Brian McLaren may not eat locusts or wear clothing made of camel’s hair. But in Everything Must Change, this modern-day prophet issues a piercing critique of a U.S. church which, he says, too often serves as a force of “domestication, resignation, pacification, and distraction” rather than “liberation and transformation.” All the while, a perfect storm of global crises gathers ominously on the horizon. But like the prophets of old, McLaren balances his warnings of impending doom with a compelling invitation “to defect” from the world’s “suicide system” and to join Jesus’ nonviolent insurgency of peace, generosity and sustainable living.

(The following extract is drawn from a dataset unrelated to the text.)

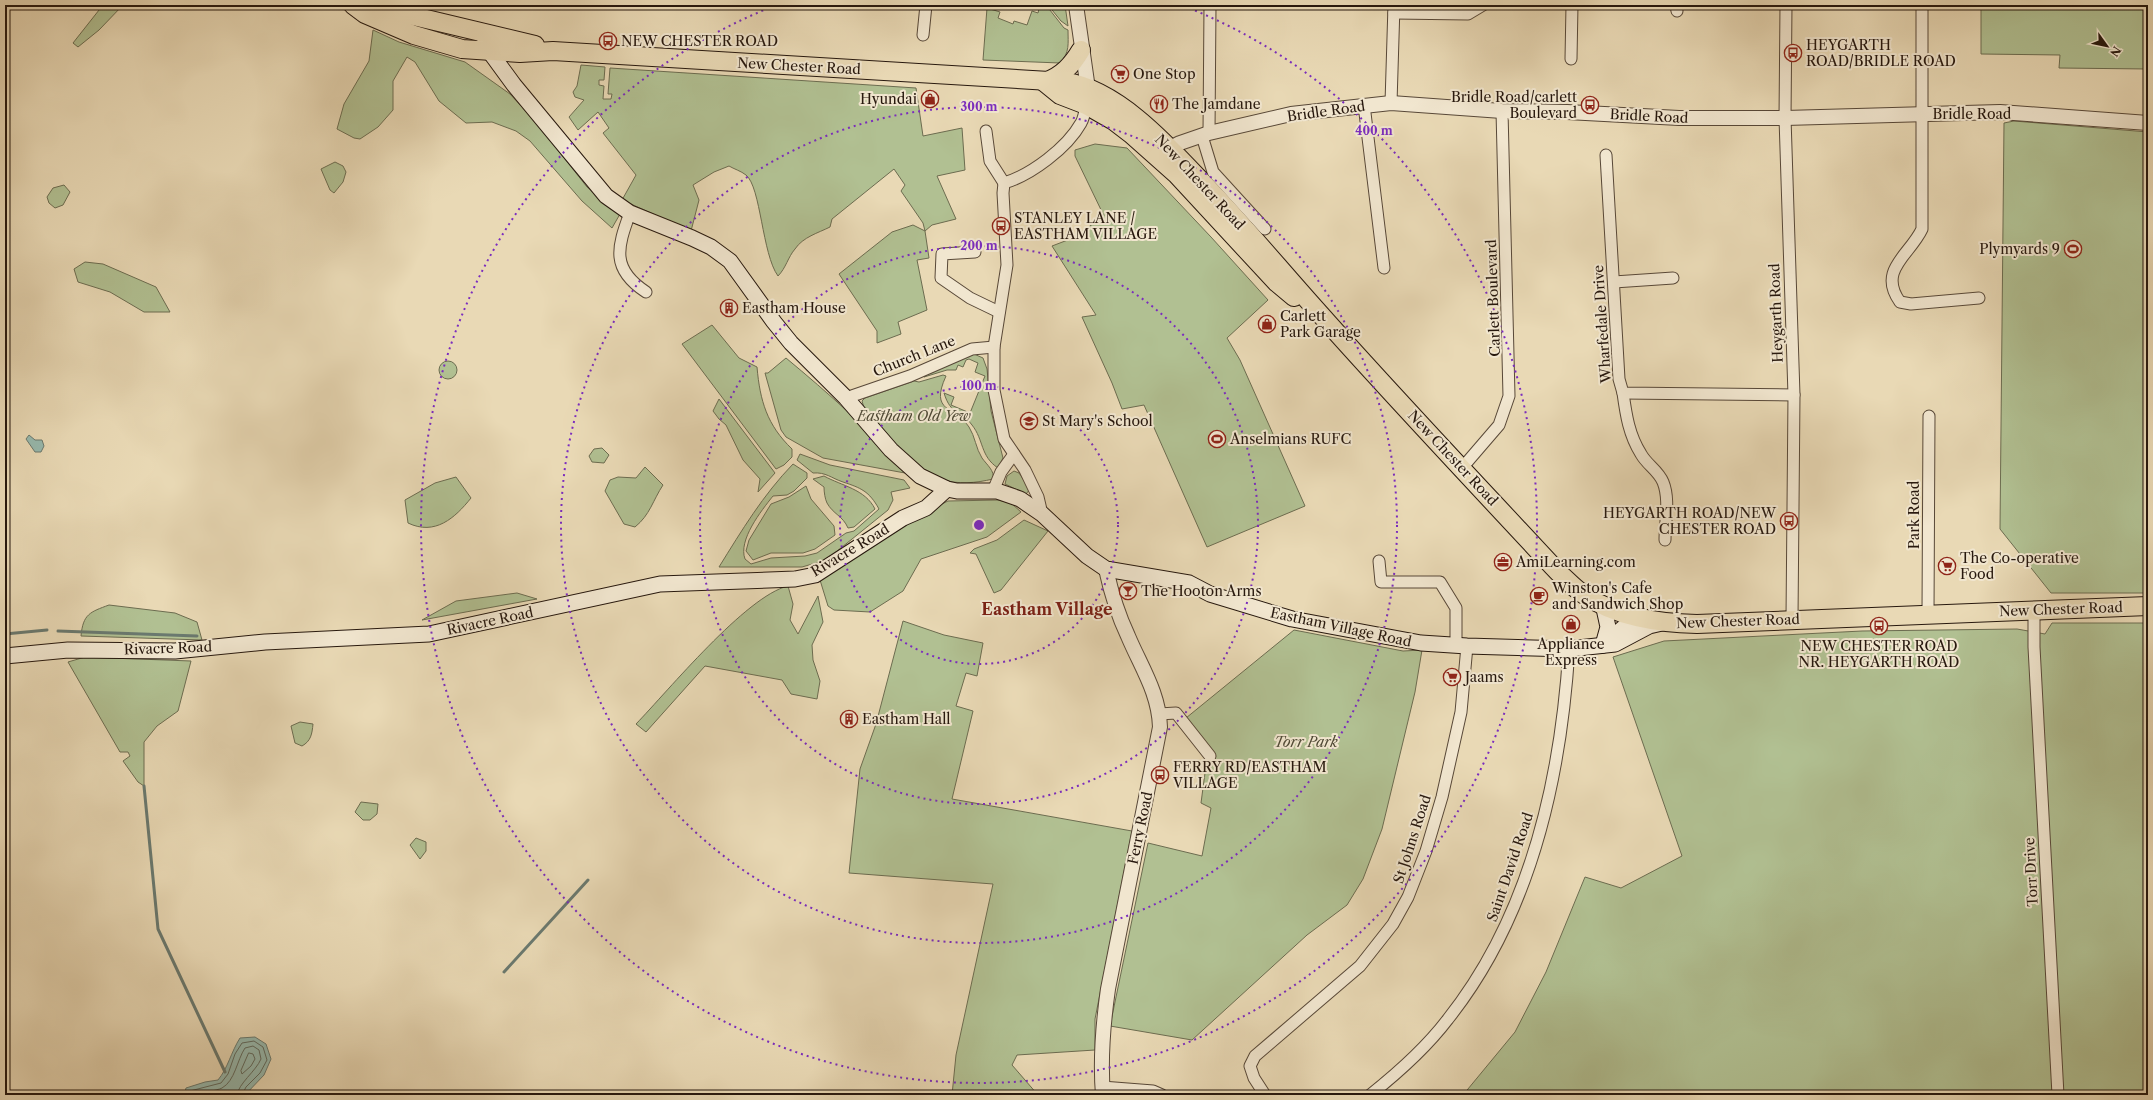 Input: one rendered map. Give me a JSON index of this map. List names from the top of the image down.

McLaren taught college English for 18 years and pastored the nondenominational church he founded in Spencerville, Maryland, for 24. In the past decade he has become a leading voice in the Emergent church movement and a prolific and sometimes controversial author. In 2005, Time magazine named him one of the “25 most influential evangelicals in America.” Everything Must Change is a sequel to an earlier book, The Secret Message of Jesus (2006), in which he focused on the kingdom of God. In his new book, McLaren asks: “What would change if we applied the message of Jesus—the good news of the kingdom of God—to the world’s greatest problems?”

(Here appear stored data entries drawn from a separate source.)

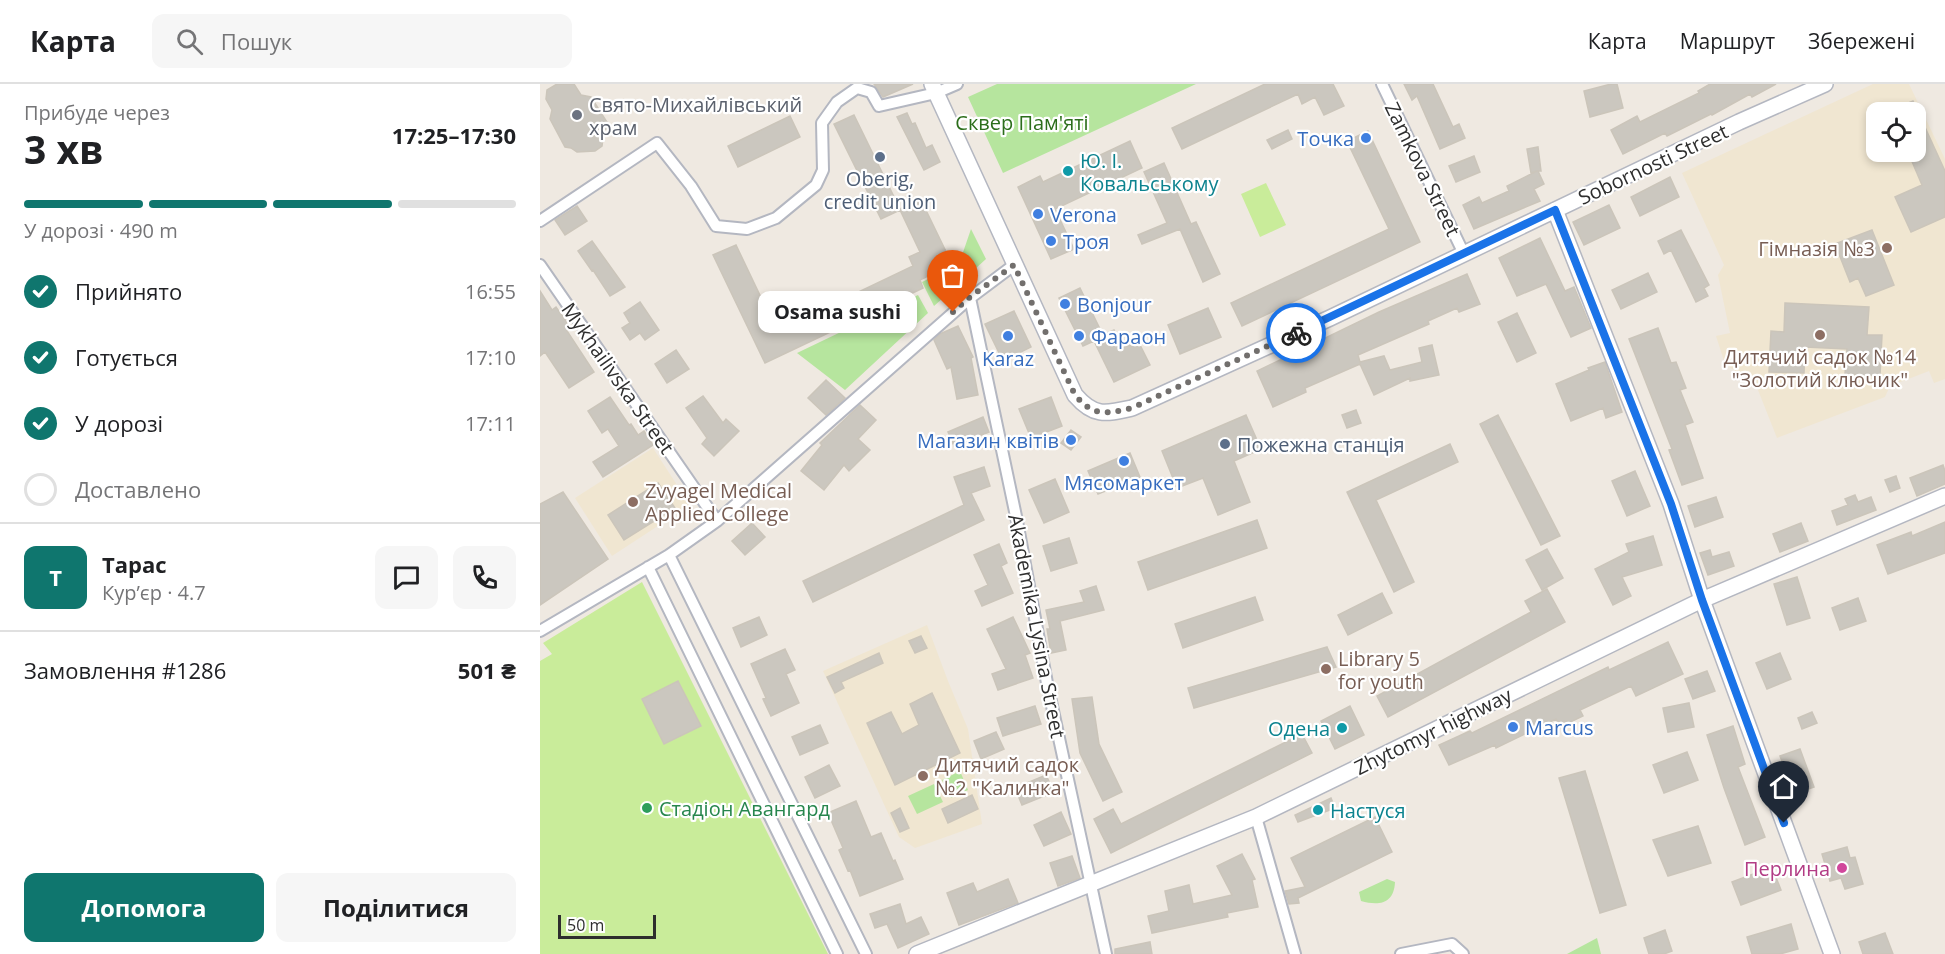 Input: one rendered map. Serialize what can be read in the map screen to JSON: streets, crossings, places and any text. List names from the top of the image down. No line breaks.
{"streets":{"street":["Sobornosti Street","Zamkova Street","Mykhailivska Street","Akademika Lysina Street","Zhytomyr highway"]},"crossings":[["Sobornosti Street","Zamkova Street"],["Akademika Lysina Street","Zhytomyr highway"]],"parks":["Сквер Пам'яті"],"places":["Свято-Михайлiвський храм","Точка","Oberig, credit union","Ю. І. Ковальському","Verona","Троя","Гімназія №3","Bonjour","Osama sushi","Дитячий садок №14 \"Золотий ключик\"","Karaz","Фараон","Магазин квітів","Пожежна станція","Мясомаркет","Zvyagel Medical Applied College","Library 5 for youth","Marcus","Одена","Дитячий садок №2 \"Калинка\"","Стадіон Авангард","Настуся","Перлина"],"scale_bar":"50 m","page":{"header":"Карта","search":"Пошук","nav":["Карта","Маршрут","Збережені"],"heading":["3 хв","Прибуде через","17:25–17:30"],"panel":["Тарас","Кур’єр · 4.7","Замовлення #1286","501 ₴"],"bar":"У дорозі · 490 m","list":[["Прийнято","16:55"],["Готується","17:10"],["У дорозі","17:11"],"Доставлено"],"bubble":"Osama sushi","round":"Т","buttons":["Допомога","Поділитися"],"scale":"50 m"}} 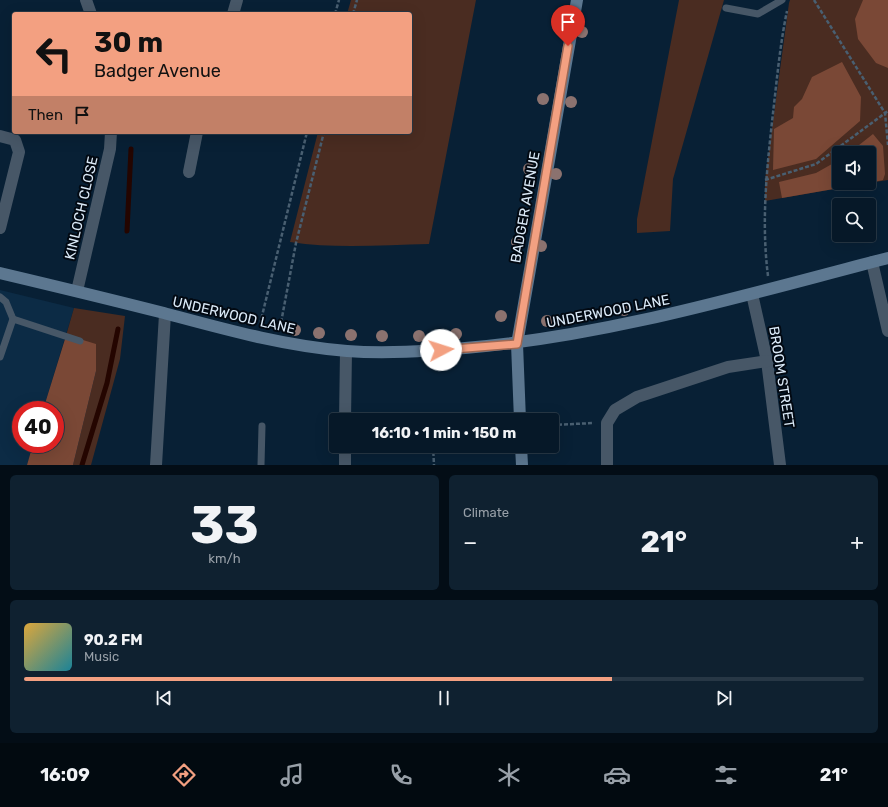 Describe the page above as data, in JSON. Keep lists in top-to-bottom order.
{
  "streets": {
    "street": [
      "BADGER AVENUE",
      "KINLOCH CLOSE",
      "UNDERWOOD LANE",
      "BROOM STREET"
    ]
  },
  "crossings": [
    ["BADGER AVENUE", "UNDERWOOD LANE"],
    ["KINLOCH CLOSE", "UNDERWOOD LANE"],
    ["UNDERWOOD LANE", "BROOM STREET"]
  ],
  "page": {
    "turn": ["30 m", "Badger Avenue"],
    "then": "Then",
    "limit": "40",
    "trip": "16:10 · 1 min · 150 m",
    "tile": [
      ["33", "km/h"],
      "Climate"
    ],
    "heat": ["−", "21°", "+"],
    "song": ["90.2 FM", "Music"],
    "tabs": ["16:09", "21°"]
  }
}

Calling a book Everything Must Change may strike some as hubristic, but it expresses well the book’s all-encompassing scope. McLaren opens with a survey of global-crisis literature and describes a planet beset by four closely interlinked crises. First, we face a prosperity crisis caused by our unsustainable consumption of the world’s resources and our massive production of waste. Second, we have an equity crisis that is creating a yawning chasm between the world’s poor majority and its wealthy minority that has led to growing rage among the former and mounting fear among the latter. Third, we have a security crisis in which groups and nations are increasingly resorting to violence—whether terrorism or preemptive war—to resolve conflicts over diminishing resources. Perhaps McLaren’s most insightful contention here is that the current U.S. “war on terror” is at its core a suicidal battle between an anxious global empire of the rich and an angry insurgency of the poor. Finally, McLaren argues that our world suffers from a spirituality crisis caused by the failure of the world’s religions—particularly Christianity—to confront and engage our global dysfunctions.

This book’s most significant contribution is its incisive look at the competing “framing stories” of our world and of Jesus Christ. McLaren argues that the world’s crises are being driven by a powerfully destructive and covert narrative. This story tells us that we are godlike creatures who are free to live without moral or ecological limits and that we exist merely to consume products and experience maximum pleasure. The devastating consequences of this story are becoming increasingly evident in our families, communities and environment.

McLaren convincingly argues that Jesus exposed and confronted this suicidal story, which already existed in his own day, and offered a radically different one. His new framing story tells us that we have been created not “to shop” but to live in loving relationship with our Creator, one another and creation. This new narrative gathers us into faith communities that proclaim and embody God’s liberating and nonviolent love. It leads us not to escape our troubled world but to engage its crises so God’s will may be done on earth as it is in heaven. Evoking September 11, McLaren provocatively writes that the followers of Jesus are called to “fly airplanes of generosity into towers of need and plant improvised encouragement devices [IEDs] by roadsides and in neighborhoods everywhere.”

In a book so focused on the dominant systems of our day, I found it surprising that McLaren mentions only once the New Testament’s theme of principalities and powers (Colossians 1), and then only tangentially in his closing chapter. His analysis of the destructive potential of our world’s structures would have been strengthened if he had integrated this crucial concept.

McLaren clearly recognizes that it is going to take more than a book to inspire American Christians to engage the urgent global crises of our day. It will require a profound transformation in our worship life, in what we sing about, and in the kinds of sins we confess each Sunday. With some fellow musicians, McLaren has recorded a CD called Songs for a Revolution of Hope to begin to fill this vacuum. He is also trying to connect with the younger, media-savvy generation by posting clips about his book’s central ideas on YouTube and maintaining a Web site ( as a venue for further conversation.

As a pastor of a congregation in Chicago’s wealthy suburbs, I found this book tremendously compelling, challenging and troubling. Everything Must Change left me asking two questions: What does defection look like when it is practiced by faithful Christian communities in the United States? And where in our nation are Jesus’ followers actually making radical changes commensurate with the urgent crises we face and providing one another with the mutual support necessary to sustain this new way of living? McLaren’s most recent work begs for its own sequel.